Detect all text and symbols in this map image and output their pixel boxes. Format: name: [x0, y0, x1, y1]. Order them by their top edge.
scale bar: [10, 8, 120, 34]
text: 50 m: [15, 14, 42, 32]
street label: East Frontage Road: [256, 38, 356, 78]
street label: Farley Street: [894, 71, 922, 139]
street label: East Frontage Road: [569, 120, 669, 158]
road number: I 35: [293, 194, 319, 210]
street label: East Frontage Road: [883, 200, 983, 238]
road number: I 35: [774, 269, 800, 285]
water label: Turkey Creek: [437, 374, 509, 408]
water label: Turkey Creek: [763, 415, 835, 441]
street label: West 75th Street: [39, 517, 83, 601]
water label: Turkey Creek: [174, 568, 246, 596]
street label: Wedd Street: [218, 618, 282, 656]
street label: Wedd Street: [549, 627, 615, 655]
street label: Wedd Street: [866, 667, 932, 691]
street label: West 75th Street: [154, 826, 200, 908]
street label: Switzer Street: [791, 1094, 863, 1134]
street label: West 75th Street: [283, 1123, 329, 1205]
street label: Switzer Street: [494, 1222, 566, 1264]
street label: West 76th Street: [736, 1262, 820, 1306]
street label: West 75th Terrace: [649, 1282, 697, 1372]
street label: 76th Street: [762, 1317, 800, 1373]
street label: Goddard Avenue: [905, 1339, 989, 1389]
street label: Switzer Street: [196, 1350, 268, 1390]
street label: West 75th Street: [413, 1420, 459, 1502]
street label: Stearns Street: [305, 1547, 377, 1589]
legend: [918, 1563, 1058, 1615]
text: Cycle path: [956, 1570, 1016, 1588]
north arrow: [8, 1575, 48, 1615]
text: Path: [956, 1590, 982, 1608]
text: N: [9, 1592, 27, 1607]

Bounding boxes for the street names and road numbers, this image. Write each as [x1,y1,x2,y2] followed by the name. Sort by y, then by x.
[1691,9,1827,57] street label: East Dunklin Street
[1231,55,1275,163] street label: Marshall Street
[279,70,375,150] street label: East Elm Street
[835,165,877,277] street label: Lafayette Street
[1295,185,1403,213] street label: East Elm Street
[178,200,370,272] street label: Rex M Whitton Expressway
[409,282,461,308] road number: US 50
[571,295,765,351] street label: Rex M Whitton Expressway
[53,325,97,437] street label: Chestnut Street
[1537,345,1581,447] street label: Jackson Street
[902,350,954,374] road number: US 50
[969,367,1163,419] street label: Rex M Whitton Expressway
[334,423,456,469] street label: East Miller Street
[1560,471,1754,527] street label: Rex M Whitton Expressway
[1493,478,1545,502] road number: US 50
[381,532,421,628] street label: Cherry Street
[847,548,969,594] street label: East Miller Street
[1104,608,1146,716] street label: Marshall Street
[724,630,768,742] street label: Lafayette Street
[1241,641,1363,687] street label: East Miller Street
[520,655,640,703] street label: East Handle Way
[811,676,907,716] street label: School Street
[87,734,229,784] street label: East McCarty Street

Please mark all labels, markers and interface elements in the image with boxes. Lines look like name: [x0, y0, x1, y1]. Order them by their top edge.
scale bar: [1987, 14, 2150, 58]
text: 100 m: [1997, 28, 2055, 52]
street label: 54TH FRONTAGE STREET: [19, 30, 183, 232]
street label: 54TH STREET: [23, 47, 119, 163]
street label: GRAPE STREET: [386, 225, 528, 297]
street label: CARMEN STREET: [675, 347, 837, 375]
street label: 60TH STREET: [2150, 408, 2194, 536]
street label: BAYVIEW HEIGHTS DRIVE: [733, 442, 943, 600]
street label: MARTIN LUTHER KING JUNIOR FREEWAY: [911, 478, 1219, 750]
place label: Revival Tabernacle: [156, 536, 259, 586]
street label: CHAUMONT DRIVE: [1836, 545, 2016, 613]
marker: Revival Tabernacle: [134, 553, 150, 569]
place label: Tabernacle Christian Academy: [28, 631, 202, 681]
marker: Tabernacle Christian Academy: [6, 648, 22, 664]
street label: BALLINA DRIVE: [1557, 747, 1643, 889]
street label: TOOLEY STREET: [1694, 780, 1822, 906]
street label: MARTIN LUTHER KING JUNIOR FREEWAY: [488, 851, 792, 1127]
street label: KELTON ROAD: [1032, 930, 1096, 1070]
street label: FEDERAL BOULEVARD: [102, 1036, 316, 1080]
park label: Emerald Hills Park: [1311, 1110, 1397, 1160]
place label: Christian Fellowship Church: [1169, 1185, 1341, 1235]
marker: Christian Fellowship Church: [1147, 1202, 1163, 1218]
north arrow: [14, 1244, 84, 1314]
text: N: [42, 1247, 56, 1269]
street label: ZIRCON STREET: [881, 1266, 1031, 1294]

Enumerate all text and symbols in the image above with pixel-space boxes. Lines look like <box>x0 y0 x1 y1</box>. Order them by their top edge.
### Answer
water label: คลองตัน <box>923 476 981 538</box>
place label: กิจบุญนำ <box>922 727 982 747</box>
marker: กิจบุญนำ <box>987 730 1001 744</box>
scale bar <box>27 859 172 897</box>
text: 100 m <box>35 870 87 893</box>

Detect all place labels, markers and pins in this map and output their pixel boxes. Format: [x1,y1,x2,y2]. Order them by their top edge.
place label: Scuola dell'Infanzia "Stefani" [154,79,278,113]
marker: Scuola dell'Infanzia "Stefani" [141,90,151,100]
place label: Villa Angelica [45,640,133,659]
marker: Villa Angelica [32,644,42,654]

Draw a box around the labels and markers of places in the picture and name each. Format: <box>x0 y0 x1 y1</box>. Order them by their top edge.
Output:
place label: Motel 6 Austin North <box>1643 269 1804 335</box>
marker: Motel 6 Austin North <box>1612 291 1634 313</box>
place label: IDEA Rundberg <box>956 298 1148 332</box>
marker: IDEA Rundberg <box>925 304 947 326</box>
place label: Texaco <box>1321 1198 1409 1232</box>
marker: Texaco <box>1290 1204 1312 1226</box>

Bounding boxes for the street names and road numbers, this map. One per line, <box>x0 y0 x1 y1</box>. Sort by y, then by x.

+ + + + + + +

• _Instructions for the task_: Reproduce the listing exactly, leaving nothing out.

• _Worked solution_:
Detect all text and symbols in this map image and output their pixel boxes. Format: name: [x0, y0, x1, y1]. Order them by their top edge.
scale bar: [10, 8, 120, 34]
text: 50 m: [15, 14, 42, 32]
street label: East Frontage Road: [256, 38, 356, 78]
street label: Farley Street: [894, 71, 922, 139]
street label: East Frontage Road: [569, 120, 669, 158]
road number: I 35: [293, 194, 319, 210]
street label: East Frontage Road: [883, 200, 983, 238]
road number: I 35: [774, 269, 800, 285]
water label: Turkey Creek: [437, 374, 509, 408]
water label: Turkey Creek: [763, 415, 835, 441]
street label: West 75th Street: [39, 517, 83, 601]
water label: Turkey Creek: [174, 568, 246, 596]
street label: Wedd Street: [218, 618, 282, 656]
street label: Wedd Street: [549, 627, 615, 655]
street label: Wedd Street: [866, 667, 932, 691]
street label: West 75th Street: [154, 826, 200, 908]
street label: Switzer Street: [791, 1094, 863, 1134]
street label: West 75th Street: [283, 1123, 329, 1205]
street label: Switzer Street: [494, 1222, 566, 1264]
street label: West 76th Street: [736, 1262, 820, 1306]
street label: West 75th Terrace: [649, 1282, 697, 1372]
street label: 76th Street: [762, 1317, 800, 1373]
street label: Goddard Avenue: [905, 1339, 989, 1389]
street label: Switzer Street: [196, 1350, 268, 1390]
street label: West 75th Street: [413, 1420, 459, 1502]
street label: Stearns Street: [305, 1547, 377, 1589]
legend: [918, 1563, 1058, 1615]
text: Cycle path: [956, 1570, 1016, 1588]
north arrow: [8, 1575, 48, 1615]
text: Path: [956, 1590, 982, 1608]
text: N: [9, 1592, 27, 1607]

Bounding boxes for the street names and road numbers, this image. Write each as [x1,y1,x2,y2] followed by the name. Sort by y, then by x.
[1691,9,1827,57] street label: East Dunklin Street
[1231,55,1275,163] street label: Marshall Street
[279,70,375,150] street label: East Elm Street
[835,165,877,277] street label: Lafayette Street
[1295,185,1403,213] street label: East Elm Street
[178,200,370,272] street label: Rex M Whitton Expressway
[409,282,461,308] road number: US 50
[571,295,765,351] street label: Rex M Whitton Expressway
[53,325,97,437] street label: Chestnut Street
[1537,345,1581,447] street label: Jackson Street
[902,350,954,374] road number: US 50
[969,367,1163,419] street label: Rex M Whitton Expressway
[334,423,456,469] street label: East Miller Street
[1560,471,1754,527] street label: Rex M Whitton Expressway
[1493,478,1545,502] road number: US 50
[381,532,421,628] street label: Cherry Street
[847,548,969,594] street label: East Miller Street
[1104,608,1146,716] street label: Marshall Street
[724,630,768,742] street label: Lafayette Street
[1241,641,1363,687] street label: East Miller Street
[520,655,640,703] street label: East Handle Way
[811,676,907,716] street label: School Street
[87,734,229,784] street label: East McCarty Street

Please mark all labels, markers and interface elements in the image with boxes. Lines look like name: [x0, y0, x1, y1]. Order them by their top edge.
scale bar: [1987, 14, 2150, 58]
text: 100 m: [1997, 28, 2055, 52]
street label: 54TH FRONTAGE STREET: [19, 30, 183, 232]
street label: 54TH STREET: [23, 47, 119, 163]
street label: GRAPE STREET: [386, 225, 528, 297]
street label: CARMEN STREET: [675, 347, 837, 375]
street label: 60TH STREET: [2150, 408, 2194, 536]
street label: BAYVIEW HEIGHTS DRIVE: [733, 442, 943, 600]
street label: MARTIN LUTHER KING JUNIOR FREEWAY: [911, 478, 1219, 750]
place label: Revival Tabernacle: [156, 536, 259, 586]
street label: CHAUMONT DRIVE: [1836, 545, 2016, 613]
marker: Revival Tabernacle: [134, 553, 150, 569]
place label: Tabernacle Christian Academy: [28, 631, 202, 681]
marker: Tabernacle Christian Academy: [6, 648, 22, 664]
street label: BALLINA DRIVE: [1557, 747, 1643, 889]
street label: TOOLEY STREET: [1694, 780, 1822, 906]
street label: MARTIN LUTHER KING JUNIOR FREEWAY: [488, 851, 792, 1127]
street label: KELTON ROAD: [1032, 930, 1096, 1070]
street label: FEDERAL BOULEVARD: [102, 1036, 316, 1080]
park label: Emerald Hills Park: [1311, 1110, 1397, 1160]
place label: Christian Fellowship Church: [1169, 1185, 1341, 1235]
marker: Christian Fellowship Church: [1147, 1202, 1163, 1218]
north arrow: [14, 1244, 84, 1314]
text: N: [42, 1247, 56, 1269]
street label: ZIRCON STREET: [881, 1266, 1031, 1294]

Enumerate all text and symbols in the image above with pixel-space boxes. Lines look like <box>x0 y0 x1 y1</box>. Order them by their top edge.
### Answer
water label: คลองตัน <box>923 476 981 538</box>
place label: กิจบุญนำ <box>922 727 982 747</box>
marker: กิจบุญนำ <box>987 730 1001 744</box>
scale bar <box>27 859 172 897</box>
text: 100 m <box>35 870 87 893</box>

Detect all place labels, markers and pins in this map and output their pixel boxes. Format: [x1,y1,x2,y2]. Order them by their top edge.
place label: Scuola dell'Infanzia "Stefani" [154,79,278,113]
marker: Scuola dell'Infanzia "Stefani" [141,90,151,100]
place label: Villa Angelica [45,640,133,659]
marker: Villa Angelica [32,644,42,654]

Draw a box around the labels and markers of places in the picture and name each. Format: <box>x0 y0 x1 y1</box>. Order them by their top edge.
Output:
place label: Motel 6 Austin North <box>1643 269 1804 335</box>
marker: Motel 6 Austin North <box>1612 291 1634 313</box>
place label: IDEA Rundberg <box>956 298 1148 332</box>
marker: IDEA Rundberg <box>925 304 947 326</box>
place label: Texaco <box>1321 1198 1409 1232</box>
marker: Texaco <box>1290 1204 1312 1226</box>

Bounding boxes for the street names and road numbers, this map. One per line, <box>x0 y0 x1 y1</box>. Sort by y, then by x.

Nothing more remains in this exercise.